On Fri, 2010-10-08 at 10:11 -0400, Tom Lane wrote:
> 1. a unique identifier for each standby (not just role names that
> multiple standbys might share);
That is difficult because each standby is identical. If a standby goes
down, people can regenerate a new standby by taking a copy from another
standby. What number do we give this new standby?...
> 2. state on the master associated with each possible standby -- not just
> the ones currently connected.
>
> Both of those are perhaps possible, but the sense I have of the
> discussion is that people want to avoid them.

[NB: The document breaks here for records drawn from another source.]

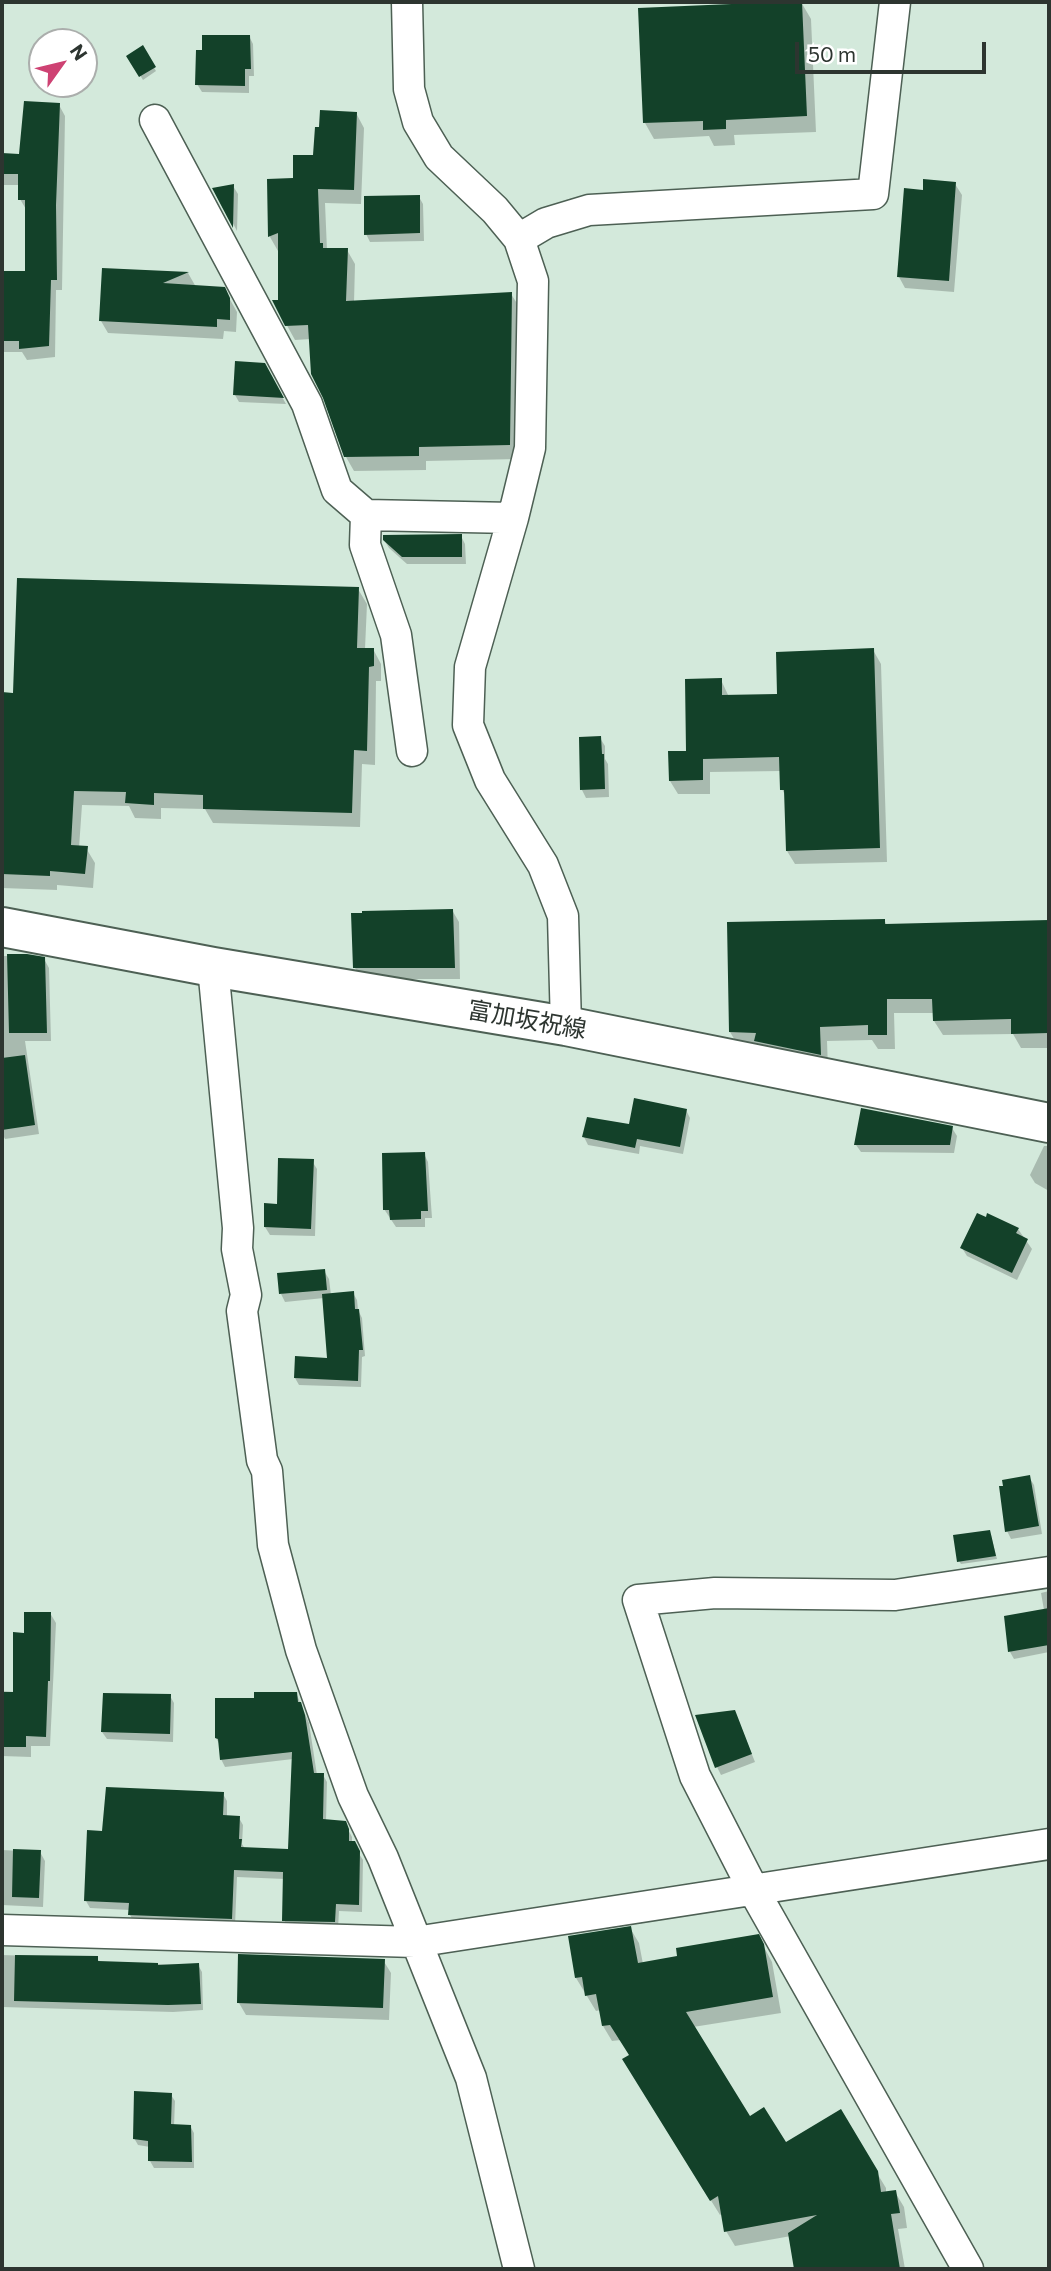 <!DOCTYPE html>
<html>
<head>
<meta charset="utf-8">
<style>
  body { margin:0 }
  #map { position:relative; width:1051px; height:2271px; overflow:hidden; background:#d3e9db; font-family:Commissioner,sans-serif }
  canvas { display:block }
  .frame { position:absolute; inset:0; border:4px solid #2d3530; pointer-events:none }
  .north { position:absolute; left:28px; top:28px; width:70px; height:70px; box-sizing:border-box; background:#fff; border:2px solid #abaeac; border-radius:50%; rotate:56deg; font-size:19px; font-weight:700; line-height:28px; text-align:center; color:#2d3530 }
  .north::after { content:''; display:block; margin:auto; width:24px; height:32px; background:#ce4273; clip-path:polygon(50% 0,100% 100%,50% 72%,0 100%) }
  .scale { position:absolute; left:795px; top:42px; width:191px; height:32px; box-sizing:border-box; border:4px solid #2d3530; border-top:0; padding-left:9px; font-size:21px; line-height:24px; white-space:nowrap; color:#2d3530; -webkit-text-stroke:5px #fff; paint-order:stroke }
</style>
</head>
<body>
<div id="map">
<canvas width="1051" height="2271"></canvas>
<div class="frame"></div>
<div class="north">N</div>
<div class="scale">50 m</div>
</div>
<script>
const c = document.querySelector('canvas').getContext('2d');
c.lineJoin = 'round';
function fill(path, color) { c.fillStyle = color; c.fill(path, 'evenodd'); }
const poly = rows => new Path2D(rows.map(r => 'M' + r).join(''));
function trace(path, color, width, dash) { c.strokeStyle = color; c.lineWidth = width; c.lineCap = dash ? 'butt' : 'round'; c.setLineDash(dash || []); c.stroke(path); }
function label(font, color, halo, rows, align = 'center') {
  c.font = font + ' Commissioner,"Noto Sans JP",sans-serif'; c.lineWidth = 7; c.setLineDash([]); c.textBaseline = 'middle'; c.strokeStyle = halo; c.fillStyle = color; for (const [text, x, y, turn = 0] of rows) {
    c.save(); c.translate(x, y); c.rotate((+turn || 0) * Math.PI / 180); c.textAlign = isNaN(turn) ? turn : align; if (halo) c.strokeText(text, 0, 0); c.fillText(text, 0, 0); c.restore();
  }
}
fill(poly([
  [801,2,811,19,816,132,734,135,735,145,714,146,709,136,654,139,645,123],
  [249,36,253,44,254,76,249,76,249,93,202,92,197,84],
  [142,48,156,71,143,80,128,56],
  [59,105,65,116,62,290,56,290,55,357,27,360,22,352,2,352,2,273,27,273,27,211,20,199,20,185,2,185,2,155,21,155],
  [356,113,364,128,361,204,325,203,327,250,347,250,355,264,354,303,511,294,520,308,518,459,426,461,426,470,354,471,346,457,311,339,295,340,274,302,280,301,278,251,270,237,269,181,294,180],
  [955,184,962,195,954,292,905,288,899,277,924,191],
  [233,186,238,194,237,231,215,189],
  [419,197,423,204,424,241,370,242,366,234],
  [103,270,188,273,196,287,224,289,237,312,236,332,224,331,223,339,108,333,101,321],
  [264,365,286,404,239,402,235,395],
  [461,536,465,544,466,564,407,564,389,548,384,540],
  [358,589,367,604,365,649,373,649,381,664,381,681,376,681,375,765,362,764,360,827,213,823,205,809,161,808,161,819,135,818,129,806,82,805,79,848,86,848,95,863,93,888,57,885,57,890,2,888,2,694,15,695],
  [873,650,881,664,887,862,795,864,787,851,786,797,782,789,781,771,710,772,710,794,678,794,670,781,688,753,721,680,729,697,779,696],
  [600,738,605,746,605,759,608,764,609,797,586,798,582,790],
  [452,910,459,922,460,979,362,979,355,968],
  [884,920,887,925,1049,921,1049,1048,1021,1048,1013,1034,943,1035,934,1021,934,1013,894,1013,895,1049,878,1049,872,1040,827,1041,828,1069,739,1047,730,1032],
  [2,956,27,956,44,959,49,968,51,1041,25,1041,39,1134,5,1139,2,1133],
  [686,1110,690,1118,683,1154,640,1146,639,1154,588,1145,584,1137],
  [952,1128,957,1136,954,1153,861,1152,856,1145],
  [1044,1146,1049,1146,1049,1191,1035,1183,1030,1175],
  [424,1154,428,1162,432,1218,425,1218,425,1227,396,1227,384,1209],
  [312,1161,317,1169,315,1236,270,1235,265,1227],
  [1018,1229,1032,1249,1017,1280,967,1256,962,1248],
  [324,1271,329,1279,331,1295,353,1293,357,1300,358,1310,362,1318,365,1356,362,1357,361,1387,299,1385,295,1378,329,1360,324,1298,285,1302,281,1294],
  [1029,1477,1034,1485,1042,1534,1011,1539,1007,1531,1005,1487],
  [991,1535,997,1559,961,1564,959,1561],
  [1049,1591,1049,1652,1014,1659,1010,1652,1044,1610,1041,1593],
  [50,1613,56,1623,50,1746,31,1746,31,1757,2,1756,2,1691,15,1692,26,1635],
  [296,1693,309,1723,317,1775,323,1775,327,1782,326,1821,344,1822,352,1837,352,1843,363,1860,362,1912,339,1911,338,1929,288,1927,284,1920,285,1879,237,1877,235,1926,134,1922,130,1915,130,1910,90,1908,86,1901,104,1832,223,1794,227,1801,227,1817,239,1818,243,1825,242,1844,245,1849,290,1851,293,1759,225,1767,221,1759,220,1745,216,1738,256,1700],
  [170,1696,174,1703,173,1742,107,1739,102,1732],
  [735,1712,755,1762,721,1775,717,1767],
  [2,1850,40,1852,45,1861,43,1907,2,1905],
  [630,1928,639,1943,643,1964,679,1958,758,1936,772,1962,781,2013,693,2027,749,2118,786,2145,840,2112,886,2188,886,2193,895,2192,904,2207,907,2228,898,2229,905,2269,796,2269,791,2236,735,2246,726,2231,723,2213,720,2215,633,2075,631,2056,621,2040,612,2041,603,2026,601,2010,596,2011,576,1978],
  [2,1955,97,1958,100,1963,198,1965,202,1972,203,2010,173,2012,2,2007],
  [383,1960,391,1973,389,2020,246,2015,239,2003],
  [171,2095,175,2101,174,2126,190,2126,194,2133,194,2168,154,2168,150,2161,150,2147,138,2145,134,2138]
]), '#0003');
fill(poly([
  [778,2,802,2,807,116,726,120,726,129,703,130,703,121,643,123,638,8],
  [202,35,250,35,251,69,245,69,245,86,195,85,196,50,202,50],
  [143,45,156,67,139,77,126,56],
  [24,101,60,103,56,205,57,280,51,280,49,346,19,349,19,341,2,341,2,271,25,271,25,200,18,200,18,174,2,174,2,153,19,154],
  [320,110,357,112,354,190,318,189,320,243,323,243,323,248,348,248,346,301,512,292,510,445,419,447,419,456,344,457,323,398,311,374,308,325,285,326,272,300,278,300,278,233,268,237,267,179,293,178,293,155,313,155,315,127,319,127],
  [923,179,956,182,949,281,897,277,904,188,923,190],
  [234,184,233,228,212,188],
  [420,195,420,233,364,235,364,196],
  [102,268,189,272,163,283,225,287,230,298,230,320,217,319,217,327,99,321],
  [235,361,265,363,284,398,233,395],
  [462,534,462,557,402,557,383,540,383,535],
  [17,578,359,587,357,648,374,648,374,666,369,667,367,751,354,750,352,813,203,809,203,795,154,793,154,805,125,803,126,792,74,791,71,845,88,846,85,874,50,871,50,876,2,874,2,692,13,693],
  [874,648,880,848,786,851,784,790,780,790,779,757,703,759,703,780,669,781,668,751,686,751,685,679,722,678,722,695,777,694,776,652],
  [601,736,602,754,604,754,605,789,580,790,579,737],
  [453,909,455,968,353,968,351,913,362,913,362,911],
  [885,919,885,924,1049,920,1049,1033,1011,1034,1011,1019,933,1021,932,999,887,999,887,1035,868,1035,868,1025,820,1027,821,1055,754,1041,756,1033,729,1032,727,922],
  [7,954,27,954,45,957,47,1033,9,1033],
  [25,1055,35,1125,2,1130,2,1058],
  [634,1098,687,1109,680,1147,637,1139,635,1148,582,1137,587,1117,629,1124],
  [861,1108,953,1126,950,1145,854,1145],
  [425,1152,428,1211,421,1211,421,1219,390,1220,389,1210,383,1210,382,1153],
  [278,1158,314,1159,311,1229,264,1227,264,1203,277,1204],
  [977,1213,986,1217,987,1213,1019,1228,1016,1233,1028,1239,1012,1273,960,1248],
  [325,1269,327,1290,279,1294,277,1273],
  [354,1291,355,1309,359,1309,363,1350,359,1350,358,1381,294,1378,295,1356,327,1358,322,1294],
  [1030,1475,1039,1526,1005,1532,999,1486,1003,1486,1002,1480],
  [990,1530,996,1556,957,1562,953,1535],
  [1049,1608,1049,1645,1008,1652,1004,1616],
  [24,1612,51,1612,50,1681,48,1681,46,1737,26,1736,26,1747,2,1747,2,1692,13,1692,13,1632,24,1633],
  [254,1692,297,1692,298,1702,301,1702,305,1715,314,1773,324,1773,323,1819,346,1821,349,1829,349,1841,355,1841,360,1851,359,1905,336,1904,335,1922,282,1921,283,1872,234,1870,232,1919,128,1915,129,1903,84,1901,87,1830,102,1831,106,1787,224,1792,223,1815,240,1816,239,1839,242,1839,241,1847,288,1849,292,1752,220,1760,218,1739,215,1738,215,1698,254,1698],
  [103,1693,171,1694,170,1734,101,1732],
  [735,1710,752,1754,715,1768,695,1715],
  [13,1849,41,1850,39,1898,12,1897],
  [631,1926,638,1963,677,1956,676,1948,759,1934,764,1944,773,1997,686,2012,750,2116,764,2107,786,2142,841,2109,878,2171,881,2192,896,2190,900,2213,891,2214,900,2269,794,2269,788,2233,817,2215,724,2232,718,2196,710,2201,622,2059,629,2055,610,2025,602,2026,596,1994,585,1996,582,1977,575,1978,568,1936],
  [238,1954,385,1959,383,2008,237,2003],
  [15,1955,98,1956,98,1961,158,1963,158,1965,199,1963,201,2004,168,2005,14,2001],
  [134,2091,172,2093,171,2124,191,2125,192,2162,148,2161,148,2141,133,2139]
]), '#134129');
const minor = poly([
  [407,2,409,89,418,122,439,157,495,210,519,239,533,281,530,448,513,518,470,667,468,725,490,780,543,865,563,916,566,1026],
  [155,120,307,404,337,490,366,515,513,518],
  [519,239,546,223,589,210,873,194,895,2],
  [366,515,365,545,396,635,412,751],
  [213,967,238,1228,237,1249,246,1295,242,1311,262,1460,267,1471,273,1545,301,1650,353,1796,383,1858,471,2078,519,2269],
  [2,1930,415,1942,1049,1844],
  [968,2269,754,1891,695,1776,638,1600,715,1593,895,1595,1049,1572]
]);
const major = poly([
  [2,927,213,967,566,1026,1049,1123]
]);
trace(minor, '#4d6054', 33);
trace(major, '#4d6054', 42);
trace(minor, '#fff', 30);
trace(major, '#fff', 38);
label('24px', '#2d3530', '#fff', [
  ["富加坂祝線",527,1020,10]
]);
</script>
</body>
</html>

Yes, I really want to avoid such issues and likely complexities we get
into trying to solve them. In reality they should not be common because
it only happens if the sysadmin has not configured sufficient number of
redundant standbys.
My proposed design is that the timeout does not cause the standby to be
"marked as degraded". It is up to the user to decide whether they wait,
or whether they progress without sync rep. Or sysadmin can release the
waiters via a function call.
If the cluster does become degraded the sysadmin just generates a new
standby and plugs in back into the cluster and away we go. Simple, no
state to be recorded and no state to get screwed up either. I don't
think we should be spending too much time trying to help people that say
they want additional durability guarantees but do not match that with
sufficient hardware resources to make it happen smoothly.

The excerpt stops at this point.